I’m often asked what I’m reading, but a couple of people lately have asked me to share what I listen to. So here are my books and songs for winter 2023.
Six books I’ll be reading this winter
I always have a big stack of books that I need to read for research or other work-related things, but as always I have a stack for pure pleasure, that I plan to gorge on by the fire.
Melmoth, by Sarah Perry
I’m a big fan of Sarah Perry, but somehow I’ve never got around to reading this one. Suitably gothic, for a winter evening.
One winter night in Prague, Helen Franklin meets her friend Karel on the street. Agitated and enthralled, he tells her he has come into possession of a mysterious old manuscript, filled with personal testimonies that take them from 17th-century England to wartime Czechoslovakia, the tropical streets of Manila, and 1920s Turkey. All of them tell of being followed by a tall, silent woman in black, bearing an unforgettable message. Helen reads its contents with intrigue, but everything in her life is about to change.
Great Circle, by Maggie Shipstead
It was inevitable that this novel would find me, when it is about a woman pilot. One who’s rather more intrepid than I was, when I decided to learn to fly to overcome a fear of flying, in 1999.
A soaring, breathtakingly ambitious novel that weaves together the astonishing lives of a 1950s vanished female aviator and the modern-day Hollywood actress who plays her on screen.
Marian Graves is driven by a need for freedom and danger. From her days as a wild child in prohibition America to the blitz and glitz of wartime London, she is determined to live an independent life. But it is an obsession with flight that consumes her most. Having become one of the most fearless pilots in her time, she sets out to do what no one has done before: to circumnavigate the globe from pole to pole. But shortly before completing the journey, her plane disappears, lost to history. Over half a century later, troubled film star Hadley Baxter is offered to play Marian in the comeback role of a lifetime. From the first pages of the script, Hadley is drawn inexorably to the female pilot. It is a role that will lead her to an unexpected discovery, throwing fresh and spellbinding light on the story of the unknowable Marian Graves.
Journal, by Katherine Mansfield
I treated myself a month ago to a trio of books from the very wonderful Persephone Books. I love a good diarist almost as much as I love a good memoirist, and I should have read Mansfield’s long, long ago.
Katherine Mansfield's Journal is one of the great classics of twentieth century literature but has not been in print for many years. Yet it is a uniquely truthful record of a great writer at work, of the spirit of a genius in the last ten years of her life, and of the development of the modern mind during the early years of the last century. … Katherine Mansfield's Journal is far more than an intermittent record of twelve years of a writer's life: it is intensely observant, self-critical, self-chastising, confessional, atmospheric, agonised and funny, an essential document for anyone interested in women's writing of the last century and in one of its greatest writers.
Prophet Song, by Paul Lynch
How not to want to read a book about an authoritarian, dystopian Ireland.
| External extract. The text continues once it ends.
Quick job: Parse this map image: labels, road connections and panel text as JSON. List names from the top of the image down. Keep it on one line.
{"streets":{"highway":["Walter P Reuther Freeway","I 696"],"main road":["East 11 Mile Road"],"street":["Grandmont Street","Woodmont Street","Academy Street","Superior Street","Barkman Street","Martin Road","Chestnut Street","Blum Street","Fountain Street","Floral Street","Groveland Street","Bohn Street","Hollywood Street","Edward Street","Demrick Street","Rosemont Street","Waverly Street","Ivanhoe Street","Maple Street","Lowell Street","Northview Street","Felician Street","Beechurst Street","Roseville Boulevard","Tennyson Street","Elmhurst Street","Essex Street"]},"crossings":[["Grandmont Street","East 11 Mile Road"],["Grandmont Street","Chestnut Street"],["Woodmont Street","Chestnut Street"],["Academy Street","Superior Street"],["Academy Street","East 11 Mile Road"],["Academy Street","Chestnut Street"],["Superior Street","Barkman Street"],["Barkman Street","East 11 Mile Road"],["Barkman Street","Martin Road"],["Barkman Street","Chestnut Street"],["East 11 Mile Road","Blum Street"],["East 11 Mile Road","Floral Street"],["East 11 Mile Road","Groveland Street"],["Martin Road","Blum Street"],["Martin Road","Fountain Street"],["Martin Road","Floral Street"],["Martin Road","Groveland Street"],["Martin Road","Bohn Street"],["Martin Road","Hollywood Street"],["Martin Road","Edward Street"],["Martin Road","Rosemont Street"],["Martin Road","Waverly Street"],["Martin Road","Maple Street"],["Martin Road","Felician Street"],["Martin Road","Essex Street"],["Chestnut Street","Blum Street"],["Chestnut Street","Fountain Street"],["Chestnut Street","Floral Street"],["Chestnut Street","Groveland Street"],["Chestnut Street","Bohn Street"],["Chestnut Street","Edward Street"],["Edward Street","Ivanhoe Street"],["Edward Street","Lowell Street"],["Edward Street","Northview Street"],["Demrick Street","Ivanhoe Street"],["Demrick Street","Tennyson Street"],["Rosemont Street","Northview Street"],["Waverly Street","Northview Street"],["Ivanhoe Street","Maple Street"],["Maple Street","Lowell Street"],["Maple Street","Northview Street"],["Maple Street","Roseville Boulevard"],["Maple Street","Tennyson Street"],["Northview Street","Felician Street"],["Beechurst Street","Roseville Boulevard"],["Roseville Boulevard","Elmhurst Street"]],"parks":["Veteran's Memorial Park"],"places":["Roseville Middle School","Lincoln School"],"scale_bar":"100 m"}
And it just won the Booker Prize.
On a dark, wet evening in Dublin, scientist and mother-of-four Eilish Stack answers her front door to find the GNSB on her step. Two officers from Ireland’s newly formed secret police are here to interrogate her husband, a trade unionist. Ireland is falling apart. The country is in the grip of a government turning towards tyranny and when her husband disappears, Eilish finds herself caught within the nightmare logic of a society that is quickly unravelling. How far will she go to save her family? And what – or who – is she willing to leave behind?
Exhilarating, terrifying and propulsive, Prophet Song is a work of breathtaking originality, offering a devastating vision of a country at war and a deeply human portrait of a mother’s fight to hold her family together.
Neverwhere, by Neil Gaiman
Got to have a little fantasy in there somewhere, and Gaiman is always entertaining.
Under the streets of London there's a world most people could never even dream of. A city of monsters and saints, murderers and angels, and pale girls in black velvet. Richard Mayhew is a young businessman who is about to find out more than he bargained for about this other London. A single act of kindness catapults him out of his safe and predictable life and into a world that is at once eerily familiar and yet utterly bizarre. There's a girl named Door, an Angel called Islington, an Earl who holds Court on the carriage of a Tube train, a Beast in a labyrinth, and dangers and delights beyond imagining... And Richard, who only wants to go home, is to find a strange destiny waiting for him below the streets of his native city.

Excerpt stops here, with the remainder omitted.